**Your instructions:** Where does "write" appear in the data? Return each line that holds it.

(Saved data entries)
=== Begin Enclosure ===

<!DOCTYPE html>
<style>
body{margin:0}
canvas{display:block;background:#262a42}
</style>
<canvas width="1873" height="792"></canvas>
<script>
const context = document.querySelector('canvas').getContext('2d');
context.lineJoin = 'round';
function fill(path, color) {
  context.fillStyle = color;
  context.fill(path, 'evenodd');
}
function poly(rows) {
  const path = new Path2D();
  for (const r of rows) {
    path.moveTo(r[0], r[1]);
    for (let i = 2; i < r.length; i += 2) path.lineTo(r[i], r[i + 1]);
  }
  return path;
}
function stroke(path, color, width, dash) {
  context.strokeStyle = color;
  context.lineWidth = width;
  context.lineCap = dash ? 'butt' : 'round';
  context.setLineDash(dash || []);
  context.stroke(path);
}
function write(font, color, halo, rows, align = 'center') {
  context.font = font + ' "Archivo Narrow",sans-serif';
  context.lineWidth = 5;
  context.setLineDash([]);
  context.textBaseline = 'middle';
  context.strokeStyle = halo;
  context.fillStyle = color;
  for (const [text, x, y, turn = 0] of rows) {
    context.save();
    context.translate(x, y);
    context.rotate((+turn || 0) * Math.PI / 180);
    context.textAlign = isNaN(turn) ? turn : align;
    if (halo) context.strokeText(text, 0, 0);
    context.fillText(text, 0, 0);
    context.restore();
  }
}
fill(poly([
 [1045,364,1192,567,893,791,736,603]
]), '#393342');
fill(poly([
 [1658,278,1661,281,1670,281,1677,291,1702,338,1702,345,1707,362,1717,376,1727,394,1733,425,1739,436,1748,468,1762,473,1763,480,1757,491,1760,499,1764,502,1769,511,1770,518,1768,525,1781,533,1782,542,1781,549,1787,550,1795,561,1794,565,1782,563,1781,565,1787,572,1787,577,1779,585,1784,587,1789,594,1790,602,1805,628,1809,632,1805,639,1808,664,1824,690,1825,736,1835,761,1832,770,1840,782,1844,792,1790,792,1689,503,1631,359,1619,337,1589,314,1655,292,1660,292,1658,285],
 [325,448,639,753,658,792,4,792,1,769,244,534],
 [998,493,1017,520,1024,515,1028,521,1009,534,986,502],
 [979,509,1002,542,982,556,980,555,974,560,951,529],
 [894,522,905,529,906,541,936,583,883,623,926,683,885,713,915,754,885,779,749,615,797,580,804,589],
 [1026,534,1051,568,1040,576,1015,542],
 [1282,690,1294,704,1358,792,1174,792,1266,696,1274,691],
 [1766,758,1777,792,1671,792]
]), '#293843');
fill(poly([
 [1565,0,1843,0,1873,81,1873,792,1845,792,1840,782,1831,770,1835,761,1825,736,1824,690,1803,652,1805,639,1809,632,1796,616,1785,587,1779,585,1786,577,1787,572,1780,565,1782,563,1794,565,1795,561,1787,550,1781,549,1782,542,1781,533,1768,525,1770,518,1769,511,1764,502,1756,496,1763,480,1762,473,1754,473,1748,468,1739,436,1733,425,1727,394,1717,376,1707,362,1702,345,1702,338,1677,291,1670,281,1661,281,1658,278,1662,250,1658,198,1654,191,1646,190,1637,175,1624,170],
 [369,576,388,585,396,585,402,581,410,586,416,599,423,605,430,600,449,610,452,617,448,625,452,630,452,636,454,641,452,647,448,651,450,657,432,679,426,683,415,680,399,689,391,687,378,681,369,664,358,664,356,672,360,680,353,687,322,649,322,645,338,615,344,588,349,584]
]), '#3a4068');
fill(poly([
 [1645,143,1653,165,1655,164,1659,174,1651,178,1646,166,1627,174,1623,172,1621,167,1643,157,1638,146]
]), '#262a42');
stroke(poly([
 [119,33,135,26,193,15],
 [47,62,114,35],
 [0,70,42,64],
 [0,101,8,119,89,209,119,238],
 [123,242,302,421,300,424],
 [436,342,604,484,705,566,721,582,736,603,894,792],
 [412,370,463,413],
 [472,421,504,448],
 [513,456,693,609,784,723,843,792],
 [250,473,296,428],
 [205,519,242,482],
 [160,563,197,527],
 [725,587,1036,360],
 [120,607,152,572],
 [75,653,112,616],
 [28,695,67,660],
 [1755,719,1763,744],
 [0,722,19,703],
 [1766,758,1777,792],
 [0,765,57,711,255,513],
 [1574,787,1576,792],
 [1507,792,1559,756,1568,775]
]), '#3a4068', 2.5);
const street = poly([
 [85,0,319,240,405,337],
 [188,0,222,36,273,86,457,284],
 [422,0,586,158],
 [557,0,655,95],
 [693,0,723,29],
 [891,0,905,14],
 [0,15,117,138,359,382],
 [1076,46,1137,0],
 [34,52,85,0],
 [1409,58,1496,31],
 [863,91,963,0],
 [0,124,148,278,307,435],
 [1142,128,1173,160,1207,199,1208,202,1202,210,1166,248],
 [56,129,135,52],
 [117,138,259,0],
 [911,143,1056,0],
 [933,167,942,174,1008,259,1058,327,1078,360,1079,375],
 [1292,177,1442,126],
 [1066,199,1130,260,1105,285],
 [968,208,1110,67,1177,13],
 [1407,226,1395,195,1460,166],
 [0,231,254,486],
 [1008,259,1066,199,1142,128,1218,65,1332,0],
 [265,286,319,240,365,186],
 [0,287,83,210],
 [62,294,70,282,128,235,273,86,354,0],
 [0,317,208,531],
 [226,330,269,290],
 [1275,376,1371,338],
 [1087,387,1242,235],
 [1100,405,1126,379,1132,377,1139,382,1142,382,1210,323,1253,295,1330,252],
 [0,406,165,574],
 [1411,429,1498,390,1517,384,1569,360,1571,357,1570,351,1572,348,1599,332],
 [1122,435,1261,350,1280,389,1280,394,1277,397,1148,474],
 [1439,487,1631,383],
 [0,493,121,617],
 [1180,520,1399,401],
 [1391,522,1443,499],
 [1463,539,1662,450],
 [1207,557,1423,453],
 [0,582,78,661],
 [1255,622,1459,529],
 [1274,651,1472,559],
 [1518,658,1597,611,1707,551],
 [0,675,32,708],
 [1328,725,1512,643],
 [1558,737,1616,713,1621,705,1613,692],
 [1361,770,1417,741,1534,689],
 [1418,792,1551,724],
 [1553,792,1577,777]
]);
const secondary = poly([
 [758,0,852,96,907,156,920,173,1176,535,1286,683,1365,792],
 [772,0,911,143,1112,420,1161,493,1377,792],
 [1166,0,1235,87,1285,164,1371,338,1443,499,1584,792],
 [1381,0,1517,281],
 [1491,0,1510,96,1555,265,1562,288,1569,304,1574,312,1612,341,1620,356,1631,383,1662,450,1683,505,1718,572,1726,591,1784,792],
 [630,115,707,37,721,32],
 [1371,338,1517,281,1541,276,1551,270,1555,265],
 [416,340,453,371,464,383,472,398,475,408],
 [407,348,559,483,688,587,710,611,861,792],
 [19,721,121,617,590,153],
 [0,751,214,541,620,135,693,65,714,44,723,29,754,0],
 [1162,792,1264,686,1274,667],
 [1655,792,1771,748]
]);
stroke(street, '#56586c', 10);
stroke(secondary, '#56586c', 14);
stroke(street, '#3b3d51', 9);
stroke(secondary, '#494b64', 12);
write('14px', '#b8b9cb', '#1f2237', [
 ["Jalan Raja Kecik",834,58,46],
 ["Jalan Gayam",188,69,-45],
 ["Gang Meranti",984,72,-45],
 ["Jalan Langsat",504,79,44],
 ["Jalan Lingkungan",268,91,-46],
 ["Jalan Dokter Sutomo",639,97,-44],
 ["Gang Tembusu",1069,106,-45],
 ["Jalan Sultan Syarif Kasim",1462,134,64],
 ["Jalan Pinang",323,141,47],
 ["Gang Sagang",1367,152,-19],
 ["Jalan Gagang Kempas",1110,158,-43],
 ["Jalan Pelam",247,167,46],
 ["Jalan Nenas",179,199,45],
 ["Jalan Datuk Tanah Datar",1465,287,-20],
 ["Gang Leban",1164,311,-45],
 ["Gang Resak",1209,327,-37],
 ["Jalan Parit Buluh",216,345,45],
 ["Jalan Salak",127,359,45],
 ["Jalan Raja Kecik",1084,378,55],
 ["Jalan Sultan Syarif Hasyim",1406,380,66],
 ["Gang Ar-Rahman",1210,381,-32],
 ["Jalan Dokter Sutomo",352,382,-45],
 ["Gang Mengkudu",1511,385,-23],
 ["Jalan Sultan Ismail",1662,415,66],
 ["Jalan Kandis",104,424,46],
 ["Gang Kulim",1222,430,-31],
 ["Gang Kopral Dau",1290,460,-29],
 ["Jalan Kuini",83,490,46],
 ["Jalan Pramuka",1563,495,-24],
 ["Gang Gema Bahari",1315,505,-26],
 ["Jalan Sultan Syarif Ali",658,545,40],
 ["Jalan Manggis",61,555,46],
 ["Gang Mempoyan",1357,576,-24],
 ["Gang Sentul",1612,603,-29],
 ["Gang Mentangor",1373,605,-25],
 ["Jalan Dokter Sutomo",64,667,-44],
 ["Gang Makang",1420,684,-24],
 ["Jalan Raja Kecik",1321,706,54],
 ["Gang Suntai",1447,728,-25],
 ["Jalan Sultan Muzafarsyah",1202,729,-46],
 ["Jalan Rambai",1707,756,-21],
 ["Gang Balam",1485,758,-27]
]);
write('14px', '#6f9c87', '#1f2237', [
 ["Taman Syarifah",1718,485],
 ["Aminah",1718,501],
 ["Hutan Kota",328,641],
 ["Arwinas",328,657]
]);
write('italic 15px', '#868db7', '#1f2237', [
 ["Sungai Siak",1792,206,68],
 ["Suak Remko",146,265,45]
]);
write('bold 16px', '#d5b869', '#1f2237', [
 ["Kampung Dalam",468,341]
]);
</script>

=== End Enclosure ===

**The answer:**
function write(font, color, halo, rows, align = 'center') {
write('14px', '#b8b9cb', '#1f2237', [
write('14px', '#6f9c87', '#1f2237', [
write('italic 15px', '#868db7', '#1f2237', [
write('bold 16px', '#d5b869', '#1f2237', [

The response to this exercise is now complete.